In the 4th century, there was a sixteen year old boy named Maewyn Succat in Roman Britain who was captured by Irish raiders and taken as a slave to Ireland.  He lived there in fear for six years before escaping and returning to his family.  One day, as the story is told, he heard a voice saying “your ship is ready” and fled his master, traveled to a port two hundred miles away, found a ship, and sailed home.  He later returned to Ireland, his place of captivity, the place of his fear, as a missionary.  By the eighth century, he had become one of the patron saints of Ireland.  You probably know him as St. Patrick.

Patrick’s life, like his Celtic tradition, is based on a pilgrimage through the wilderness.  Life in this tradition is about growing and moving and change and not “pitching our tent” in one place too long.  It is about connecting to all of Creation, about honoring and revering all as sacred.  It is about treating all of life sacramentally, embracing it as a gift from God and a way to God.  Embracing the Celtic spirit means going on a journey, open to moving from one place to another, one thought to another, one way of seeing to another.  In the midst of this journey, Celtic spirituality recognizes the importance of crossing places, seeing them as thresholds of growth.  These places are truly looked upon as sacred spaces.

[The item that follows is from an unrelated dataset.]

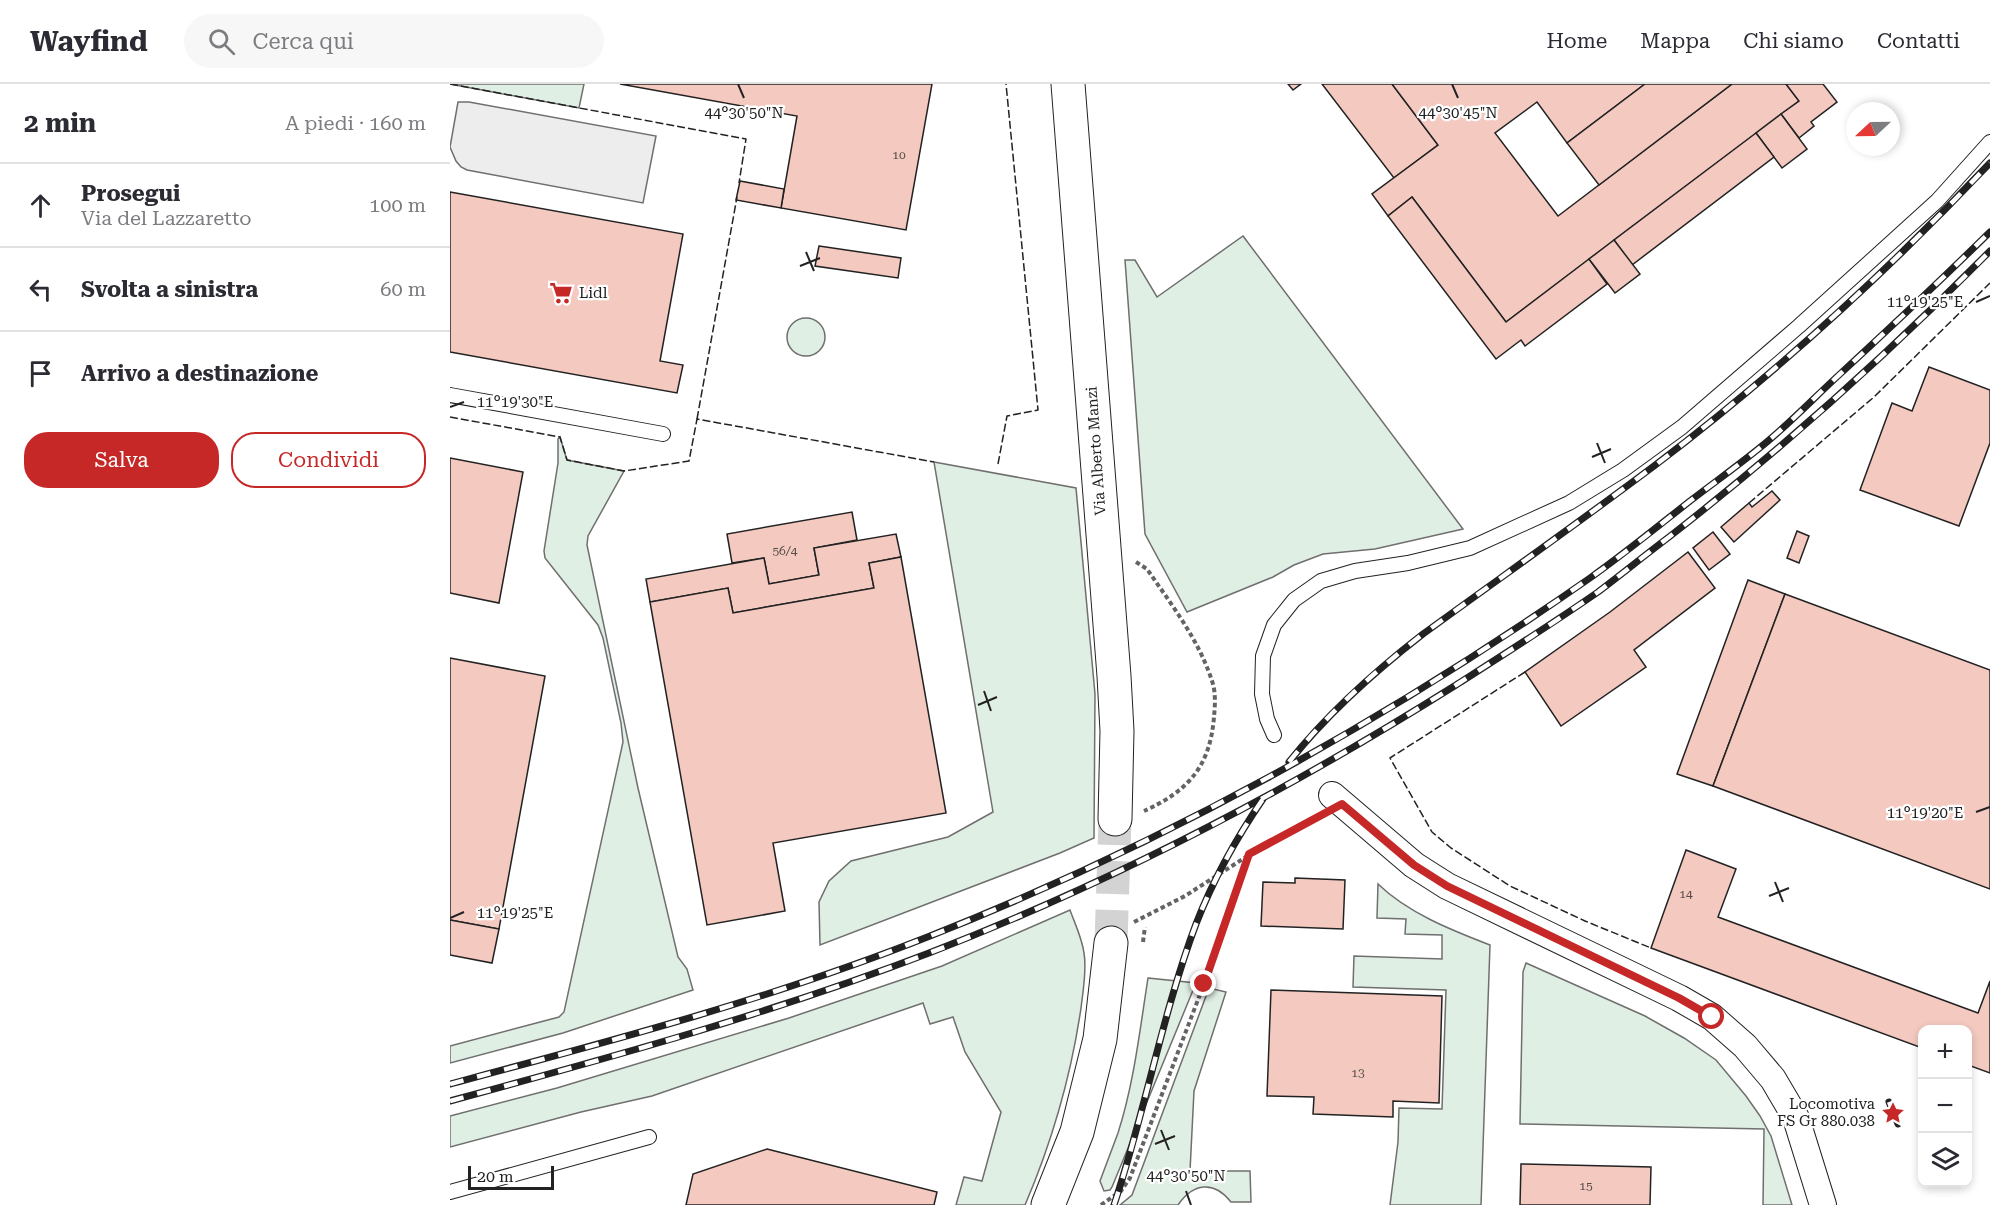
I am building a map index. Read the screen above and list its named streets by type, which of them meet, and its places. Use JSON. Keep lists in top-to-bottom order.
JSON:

I love the Celtic tradition. It has fed me spiritually for some time.  It’s probably a little wilder than that to which most of us are accustomed. Rather than rejecting the pagan belief that they inherited and being fearful of it, they brought Christianity into it, letting the two traditions enter a holy conversation. So, their version of the Christian tradition was “broadened” a bit beyond the traditional claims. See, history tells us that the Roman Empire never made it to Ireland, leaving the Green Isle just beyond the control of both the emperor and the authorities of early Christianity as most of us know it. So, Ireland and the other islands that claimed this Celtic strain of belief, birthed a Christian experience somewhat removed both geographically and theologically from mainland Europe. It is Christianity mingled with, but not compromised by, the finest aspects of pagan Celtism, those that found resonance with Christian symbols and understanding. For Celtic Christians the experience of vision is a tangible way of seeing what God has done and then seeing it through God’s creative eyes, followed by seeing the life-giving possibilities God sees. The Celtic Way is instead expressed through the beauty of art and symbols, the richness of prayers and poetry, and an understanding of the sacredness of all of Creation.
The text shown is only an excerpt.